С прискорбием можно привести некоторые факты из монастырской жизни, которые красноречиво свидетельствуют о неправильной молитве и уповании на телесные труды.
Один трудник, возраста немного старше среднего, был неразговорчив, исповедовался и причащался редко, не раскрывал свои внутренние трудности, но исправно около двух лет нес послушание по уборке территории, перевозу строительной тележкой всего необходимого. Попытки духовника обители войти внутрь его духовного мира не увенчивались успехом. В конечном счете он, как разжатая пружина, громко объявил: «Я свое спасение уже заработал…» и покинул монастырь.
Второй похожий случай произошел с другим пришедшим в нашу обитель трудником лет пятидесяти. Он имел уже за плечами груз вредных привычек, но проникнулся образом монастырской жизни. Придя в монастырь, бросил курить, перестал ругаться матом, стал молиться, захотел стать монахом. Через некоторое время испросил благословение у благочинного в перерыве между послушаниями читать Псалтирь в одном из малых храмов монастыря. Выслушивая советы монастырских иеромонахов, принимал и исполнял только то, что ему нравилось, хвалился своими достижениями в борьбе с вредными привычками. На замечания и увещевания обижался, более доверяя своему мнению. При этом его мнение о себе возрастало. Стал все большее время проводить в чтении Псалтири в храме – вслух, на виду у других, в ущерб послушанию, посильному труду, при этом выказывая внешнее благочестие и привлекая внимание к его «молитвенным подвигам». Уставом обители предусмотрено время и для молитвы, и для телесных трудов, чтения и отдыха. Поэтому труднику уже со стороны настоятеля было сказано, чтобы он не выходил за рамки общего распорядка, более заботился о внутренней молитве и приобретении смирения; он был ограничен во внешней молитве. Некоторое время он сдерживал свою ревность молиться напоказ, но попался на крючок проснувшейся страсти к алкоголю и вынужден был уехать.
Оба печальных случая объединяет то, что молитва этих людей не была соединена с вниманием, благоговением пред Богом и покаянием, как рекомендует святитель Игнатий (Брянчанинов). Также недостаток смирения не позволял им принимать наставления священномонахов, а имже несть управления, падают, якоже листвие; спасение же есть во мнозе совете (Притч. 11:14), как учит премудрый Соломон, потому что все мы имеем нужду в наставляющих нас по Богу, особенно же в начале духовного пути.
Опыт святых отцов и опыт современных обителей показывают, что добрые плоды молитвы и смирения приносятся только насельниками, имеющими внимание к словам молитвы, дух покаяния, благоговения, внимающими наставлениям более опытных отцов.
[1] Иоанн Лествичник, прп.

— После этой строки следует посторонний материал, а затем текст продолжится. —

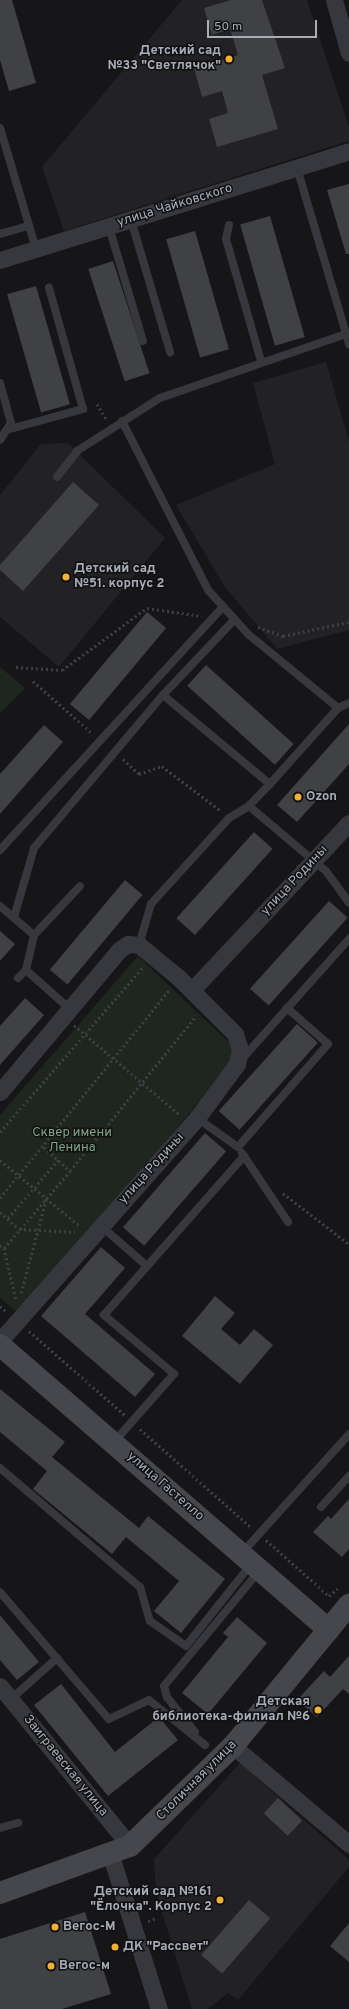 <!DOCTYPE html>
<meta charset="utf-8">
<style>
body{margin:0}
#map{position:relative;width:349px;height:2009px;overflow:hidden;background:#161618;font-family:Overpass,sans-serif}
div>[style]{position:absolute}
.built>*{inset:0;background:#222225}
.green>*{inset:0;background:#1e261f}
.building>*{inset:0;background:#404145;transform-origin:0 0}
.path>*{height:2.5px;margin-top:-1.25px;transform-origin:0;background:repeating-linear-gradient(90deg,#3d3f44 0 2px,transparent 0 5px)}
.lane>*{height:8px;margin:-4px;padding:0 4px;transform-origin:4px;border-radius:4px;background:#37383d}
.street>*{height:17px;margin:-8.5px;padding:0 8.5px;transform-origin:8.5px;border-radius:8.5px;background:#37383d}
.secondary>*{height:22px;margin:-11px;padding:0 11px;transform-origin:11px;border-radius:11px;background:#45474d}
.dots>*{width:11px;height:11px;translate:-50% -50%;box-sizing:border-box;border:2px solid #111113;border-radius:50%}
span{translate:-50% -50%;white-space:nowrap;text-align:center;line-height:1.15;-webkit-text-stroke:3px #111113;paint-order:stroke}
.poi-label{font-size:13px;color:#a8adb8;font-weight:700}
.right{translate:-100% -50%;text-align:right}
.left{translate:0 -50%;text-align:left}
.street-label{font-size:13px;color:#a8adb8}
.park-label{font-size:13px;color:#7fa381}
.scale{position:absolute;left:207px;top:20px;width:110px;height:18px;box-sizing:border-box;border:2px solid #a8adb8;border-top:0;padding-left:5px;font-size:12px;line-height:14px;white-space:nowrap;color:#a8adb8;-webkit-text-stroke:3px #111113;paint-order:stroke}
</style>
<div id="map">
<div class="built">
<div style="clip-path:polygon(182px 0,307px 0,349px 127px,349px 141px,64px 231px,42px 167px)"></div>
<div style="clip-path:polygon(326px 362px,349px 442px,349px 630px,277px 649px,225px 587px,176px 505px,275px 464px,253px 383px)"></div>
<div style="clip-path:polygon(68px 443px,165px 538px,59px 667px,0 617px,0 495px,41px 444px)"></div>
<div style="clip-path:polygon(240px 1763px,349px 1860px,349px 1867px,238px 2000px,228px 1993px,208px 2009px,192px 2009px,156px 1893px,154px 1859px)"></div>
</div>
<div class="green">
<div style="clip-path:polygon(0 667px,25px 688px,0 713px)"></div>
<div style="clip-path:polygon(138px 956px,240px 1053px,20px 1315px,0 1298px,0 1115px)"></div>
</div>
<div class="building">
<div style="clip-path:polygon(0 0,12px 0,36px 83px,9px 91px,0 60px)"></div>
<div style="clip-path:polygon(231px 0,262px 0,285px 68px,262px 75px,278px 129px,217px 147px,209px 119px,228px 113px,222px 91px,202px 97px,194px 68px,238px 55px,230px 29px,212px 35px,204px 8px)"></div>
<div style="clip-path:polygon(349px 184px,349px 254px,346px 254px,327px 190px)"></div>
<div style="left:270px;top:216px;width:126px;height:31px;rotate:74deg"></div>
<div style="left:195px;top:231px;width:123px;height:30px;rotate:74deg"></div>
<div style="left:113px;top:261px;width:118px;height:26px;rotate:72deg"></div>
<div style="left:36px;top:286px;width:123px;height:30px;rotate:74deg"></div>
<div style="clip-path:polygon(73px 482px,99px 505px,23px 591px,0 570px,0 565px)"></div>
<div style="left:147px;top:612px;width:25px;height:120px;rotate:40deg"></div>
<div style="left:206px;top:665px;width:118px;height:28px;rotate:42deg"></div>
<div style="clip-path:polygon(349px 724px,349px 764px,297px 822px,277px 805px)"></div>
<div style="clip-path:polygon(44px 725px,63px 742px,0 814px,0 774px)"></div>
<div style="left:254px;top:832px;width:25px;height:116px;rotate:42deg"></div>
<div style="left:125px;top:880px;width:23px;height:117px;rotate:40deg"></div>
<div style="left:329px;top:901px;width:25px;height:118px;rotate:42deg"></div>
<div style="clip-path:polygon(0 931px,15px 944px,0 961px)"></div>
<div style="clip-path:polygon(25px 998px,44px 1015px,0 1065px,0 1026px)"></div>
<div style="left:297px;top:1024px;width:28px;height:117px;rotate:42deg"></div>
<div style="left:205px;top:1133px;width:28px;height:125px;rotate:41deg"></div>
<div style="clip-path:polygon(101px 1247px,125px 1268px,85px 1314px,155px 1374px,135px 1397px,41px 1316px)"></div>
<div style="clip-path:polygon(215px 1296px,235px 1313px,221px 1329px,240px 1345px,254px 1329px,273px 1345px,240px 1384px,182px 1336px)"></div>
<div style="clip-path:polygon(0 1389px,65px 1442px,52px 1457px,139px 1528px,148px 1516px,225px 1579px,181px 1633px,154px 1611px,179px 1581px,126px 1537px,112px 1554px,33px 1489px,47px 1471px,0 1432px)"></div>
<div style="clip-path:polygon(349px 1499px,349px 1549px,342px 1557px,313px 1532px,328px 1516px,331px 1519px)"></div>
<div style="clip-path:polygon(0 1615px,39px 1662px,17px 1680px,0 1660px)"></div>
<div style="clip-path:polygon(237px 1617px,267px 1643px,208px 1714px,182px 1693px,228px 1637px,223px 1633px)"></div>
<div style="clip-path:polygon(349px 1656px,349px 1694px,343px 1689px,317px 1717px,297px 1700px,324px 1671px,330px 1677px)"></div>
<div style="clip-path:polygon(61px 1684px,115px 1752px,159px 1717px,178px 1740px,108px 1796px,34px 1705px)"></div>
<div style="left:278px;top:1798px;width:33px;height:21px;rotate:43deg"></div>
<div style="left:249px;top:1900px;width:28px;height:73px;rotate:41deg"></div>
<div style="clip-path:polygon(85px 1912px,111px 1994px,62px 2009px,0 2009px,0 1939px)"></div>
<div style="clip-path:polygon(349px 1923px,349px 1962px,330px 1946px)"></div>
</div>
<div class="path">
<div style="left:97px;top:404px;width:19px;rotate:58deg"></div>
<div style="left:258px;top:627px;width:27px;rotate:20deg"></div>
<div style="left:283px;top:636px;width:67px;rotate:-12deg"></div>
<div style="left:16px;top:667px;width:46px;rotate:3.7deg"></div>
<div style="left:62px;top:670px;width:105px;rotate:-36.1deg"></div>
<div style="left:147px;top:608px;width:55px;rotate:8.4deg"></div>
<div style="left:33px;top:681px;width:80px;rotate:41.5deg"></div>
<div style="left:123px;top:759px;width:22px;rotate:43deg"></div>
<div style="left:139px;top:774px;width:24px;rotate:-19deg"></div>
<div style="left:162px;top:766px;width:74px;rotate:37.3deg"></div>
<div style="left:74px;top:1025px;width:139px;rotate:40.3deg"></div>
<div style="left:0;top:1132px;width:217px;rotate:-49.1deg"></div>
<div style="left:44px;top:1147px;width:35px;rotate:43deg"></div>
<div style="left:0;top:1160px;width:105px;rotate:39.6deg"></div>
<div style="left:283px;top:1193px;width:83px;rotate:37.7deg"></div>
<div style="left:0;top:1198px;width:269px;rotate:-50.9deg"></div>
<div style="left:0;top:1212px;width:25px;rotate:42deg"></div>
<div style="left:19px;top:1229px;width:56px;rotate:3.1deg"></div>
<div style="left:8px;top:1218px;width:77px;rotate:-49.2deg"></div>
<div style="left:0;top:1245px;width:5px;rotate:37deg"></div>
<div style="left:4px;top:1248px;width:101px;rotate:-49.4deg"></div>
<div style="left:70px;top:1171px;width:200px;rotate:-50.9deg"></div>
<div style="left:4px;top:1248px;width:52px;rotate:76.8deg"></div>
<div style="left:21px;top:1293px;width:97px;rotate:-75.1deg"></div>
<div style="left:0;top:1306px;width:8px;rotate:40deg"></div>
<div style="left:29px;top:1331px;width:128px;rotate:41.2deg"></div>
<div style="left:140px;top:1429px;width:149px;rotate:41.5deg"></div>
<div style="left:266px;top:1540px;width:84px;rotate:41.6deg"></div>
<div style="left:329px;top:1596px;width:11px;rotate:-41deg"></div>
<div style="left:148px;top:1921px;width:9px;rotate:-21deg"></div>
</div>
<div class="lane">
<div style="left:0;top:128px;width:126px;rotate:73.4deg"></div>
<div style="left:297px;top:168px;width:184px;rotate:73.5deg"></div>
<div style="left:131px;top:220px;width:138px;rotate:73.5deg"></div>
<div style="left:229px;top:225px;width:14px;rotate:102deg"></div>
<div style="left:226px;top:239px;width:127px;rotate:74deg"></div>
<div style="left:109px;top:227px;width:119px;rotate:73.4deg"></div>
<div style="left:0;top:234px;width:29px;rotate:-16deg"></div>
<div style="left:0;top:383px;width:41px;rotate:74.6deg"></div>
<div style="left:11px;top:423px;width:20px;rotate:123deg"></div>
<div style="left:122px;top:421px;width:190px;rotate:63deg"></div>
<div style="left:208px;top:590px;width:59px;rotate:47.7deg"></div>
<div style="left:248px;top:634px;width:117px;rotate:39.4deg"></div>
<div style="left:338px;top:708px;width:12px;rotate:-24deg"></div>
<div style="left:10px;top:429px;width:76px;rotate:-15.3deg"></div>
<div style="left:83px;top:409px;width:126px;rotate:-105.7deg"></div>
<div style="left:57px;top:477px;width:33px;rotate:-52deg"></div>
<div style="left:77px;top:451px;width:98px;rotate:-32.6deg"></div>
<div style="left:160px;top:398px;width:200px;rotate:-19deg"></div>
<div style="left:163px;top:695px;width:103px;rotate:-46.6deg"></div>
<div style="left:270px;top:784px;width:102px;rotate:-48.2deg"></div>
<div style="left:249px;top:806px;width:101px;rotate:40.2deg"></div>
<div style="left:326px;top:871px;width:39px;rotate:54deg"></div>
<div style="left:0;top:850px;width:330px;rotate:-47.5deg"></div>
<div style="left:0;top:906px;width:45px;rotate:40.5deg"></div>
<div style="left:14px;top:917px;width:72px;rotate:-73.8deg"></div>
<div style="left:34px;top:848px;width:200px;rotate:-49.9deg"></div>
<div style="left:163px;top:695px;width:139px;rotate:39.8deg"></div>
<div style="left:270px;top:784px;width:30px;rotate:134deg"></div>
<div style="left:249px;top:806px;width:23px;rotate:149deg"></div>
<div style="left:229px;top:818px;width:116px;rotate:132.2deg"></div>
<div style="left:151px;top:904px;width:43px;rotate:106.3deg"></div>
<div style="left:26px;top:970px;width:59px;rotate:41.6deg"></div>
<div style="left:18px;top:978px;width:11px;rotate:-45deg"></div>
<div style="left:26px;top:970px;width:36px;rotate:-77deg"></div>
<div style="left:34px;top:935px;width:67px;rotate:-46.8deg"></div>
<div style="left:242px;top:1059px;width:161px;rotate:-48.3deg"></div>
<div style="left:197px;top:1118px;width:50px;rotate:35.3deg"></div>
<div style="left:238px;top:1147px;width:137px;rotate:-48.9deg"></div>
<div style="left:328px;top:1044px;width:55px;rotate:-138.7deg"></div>
<div style="left:242px;top:1153px;width:83px;rotate:56.3deg"></div>
<div style="left:101px;top:1226px;width:61px;rotate:41deg"></div>
<div style="left:114px;top:1442px;width:91px;rotate:-48.6deg"></div>
<div style="left:174px;top:1374px;width:92px;rotate:-139.9deg"></div>
<div style="left:104px;top:1315px;width:212px;rotate:-48.6deg"></div>
<div style="left:0;top:1468px;width:184px;rotate:40.4deg"></div>
<div style="left:140px;top:1587px;width:35px;rotate:74deg"></div>
<div style="left:150px;top:1621px;width:44px;rotate:34.8deg"></div>
<div style="left:186px;top:1646px;width:106px;rotate:-51.5deg"></div>
<div style="left:321px;top:1507px;width:42px;rotate:-47.9deg"></div>
<div style="left:242px;top:1553px;width:160px;rotate:-48deg"></div>
<div style="left:0;top:1592px;width:167px;rotate:49.4deg"></div>
<div style="left:109px;top:1719px;width:44px;rotate:-25.4deg"></div>
<div style="left:149px;top:1700px;width:72px;rotate:38.8deg"></div>
<div style="left:11px;top:1699px;width:62px;rotate:-41.7deg"></div>
<div style="left:195px;top:1732px;width:45px;rotate:-128.7deg"></div>
<div style="left:167px;top:1697px;width:11px;rotate:-105deg"></div>
<div style="left:164px;top:1686px;width:149px;rotate:-50.4deg"></div>
<div style="left:0;top:1828px;width:19px;rotate:-16deg"></div>
</div>
<div class="street">
<div style="left:334px;top:0;width:55px;rotate:74.2deg"></div>
<div style="left:0;top:260px;width:366px;rotate:-17.3deg"></div>
<div style="left:192px;top:990px;width:229px;rotate:-46.8deg"></div>
<div style="left:0;top:1092px;width:185px;rotate:-50deg"></div>
<div style="left:119px;top:950px;width:11px;rotate:-34deg"></div>
<div style="left:128px;top:944px;width:11px;rotate:5deg"></div>
<div style="left:139px;top:945px;width:52px;rotate:39.5deg"></div>
<div style="left:179px;top:978px;width:79px;rotate:45deg"></div>
<div style="left:235px;top:1034px;width:16px;rotate:72deg"></div>
<div style="left:240px;top:1049px;width:15px;rotate:101deg"></div>
<div style="left:237px;top:1064px;width:67px;rotate:126.5deg"></div>
<div style="left:197px;top:1118px;width:298px;rotate:131.5deg"></div>
<div style="left:0;top:1686px;width:206px;rotate:50.9deg"></div>
<div style="left:233px;top:1746px;width:152px;rotate:40.2deg"></div>
<div style="left:111px;top:1856px;width:160px;rotate:72.6deg"></div>
</div>
<div class="secondary">
<div style="left:0;top:1345px;width:435px;rotate:40.9deg"></div>
<div style="left:0;top:1893px;width:138px;rotate:-19.9deg"></div>
<div style="left:130px;top:1846px;width:144px;rotate:-44.2deg"></div>
<div style="left:233px;top:1746px;width:183px;rotate:-50.6deg"></div>
</div>
<div class="dots">
<div style="left:229px;top:59px;background:#f2b134"></div>
<div style="left:66px;top:577px;background:#f2b134"></div>
<div style="left:298px;top:797px;background:#f2b134"></div>
<div style="left:318px;top:1710px;background:#f2b134"></div>
<div style="left:220px;top:1900px;background:#f2b134"></div>
<div style="left:55px;top:1927px;background:#f2b134"></div>
<div style="left:115px;top:1947px;background:#f2b134"></div>
<div style="left:51px;top:1966px;background:#f2b134"></div>
</div>
<div class="poi-label">
<span class="right" style="left:221px;top:59px">Детский сад<br>№33 "Светлячок"</span>
<span class="left" style="left:74px;top:577px">Детский сад<br>№51. корпус 2</span>
<span class="left" style="left:306px;top:797px">Ozon</span>
<span class="right" style="left:310px;top:1710px">Детская<br>библиотека-филиал №6</span>
<span class="right" style="left:212px;top:1900px">Детский сад №161<br>"Ёлочка". Корпус 2</span>
<span class="left" style="left:63px;top:1927px">Вегос-М</span>
<span class="left" style="left:123px;top:1947px">ДК "Рассвет"</span>
<span class="left" style="left:59px;top:1966px">Вегос-м</span>
</div>
<div class="street-label">
<span style="left:175px;top:206px;rotate:-17deg">улица Чайковского</span>
<span style="left:295px;top:881px;rotate:-47deg">улица Родины</span>
<span style="left:152px;top:1169px;rotate:-48deg">улица Родины</span>
<span style="left:165px;top:1487px;rotate:41deg">улица Гастелло</span>
<span style="left:65px;top:1766px;rotate:51deg">Заиграевская улица</span>
<span style="left:197px;top:1781px;rotate:-45deg">Столичная улица</span>
</div>
<div class="park-label">
<span style="left:72px;top:1141px">Сквер имени<br>Ленина</span>
</div>
<div class="scale">50 m</div>
</div>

Лествица. Слово 28:1. Цит. по: Преподобного отца нашего Иоанна, игумена Синайской горы, Лествица, в русском переводе. С алфавитным указателем. – Сергиев Посад. Типография Свято-Троицкой Сергиевой Лавры, 1908. С. 232–233.
[2] Добротолюбие в русском переводе, дополненное. Том первый. Издание третье. – М., 1895. С. 97.
[3] Игнатий (Брянчанинов), свт. Аскетические опыты. Т. I. О слезах. Цит. по: Полное собрание творений святителя Игнатия Брянчанинова. Т. 1. – М.: Паломник, 2001. С. 186.
[4] Симфония по творениям святителя Иоанна Златоуста. – М.: Дар, 2006. С. 264.